MATERIAL PROVIDED

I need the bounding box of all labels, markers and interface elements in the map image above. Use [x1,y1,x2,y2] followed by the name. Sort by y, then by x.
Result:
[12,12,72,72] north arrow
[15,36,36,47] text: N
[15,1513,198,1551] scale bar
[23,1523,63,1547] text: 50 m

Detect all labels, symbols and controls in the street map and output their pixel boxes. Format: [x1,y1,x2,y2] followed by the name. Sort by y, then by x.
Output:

==

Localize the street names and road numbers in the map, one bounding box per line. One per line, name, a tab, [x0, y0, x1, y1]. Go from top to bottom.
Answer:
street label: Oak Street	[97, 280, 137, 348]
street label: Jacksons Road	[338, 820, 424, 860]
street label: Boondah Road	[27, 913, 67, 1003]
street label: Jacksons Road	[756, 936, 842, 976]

--

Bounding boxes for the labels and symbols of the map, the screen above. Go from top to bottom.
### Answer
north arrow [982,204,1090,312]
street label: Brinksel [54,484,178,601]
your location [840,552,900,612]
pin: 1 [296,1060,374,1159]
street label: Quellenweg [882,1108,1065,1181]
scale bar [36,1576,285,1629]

EXERCISE REQUIREMENTS
Once you have read the records above, say how many of their lines contain the word "followed", giving only that figure.

COMPLETED TASK
2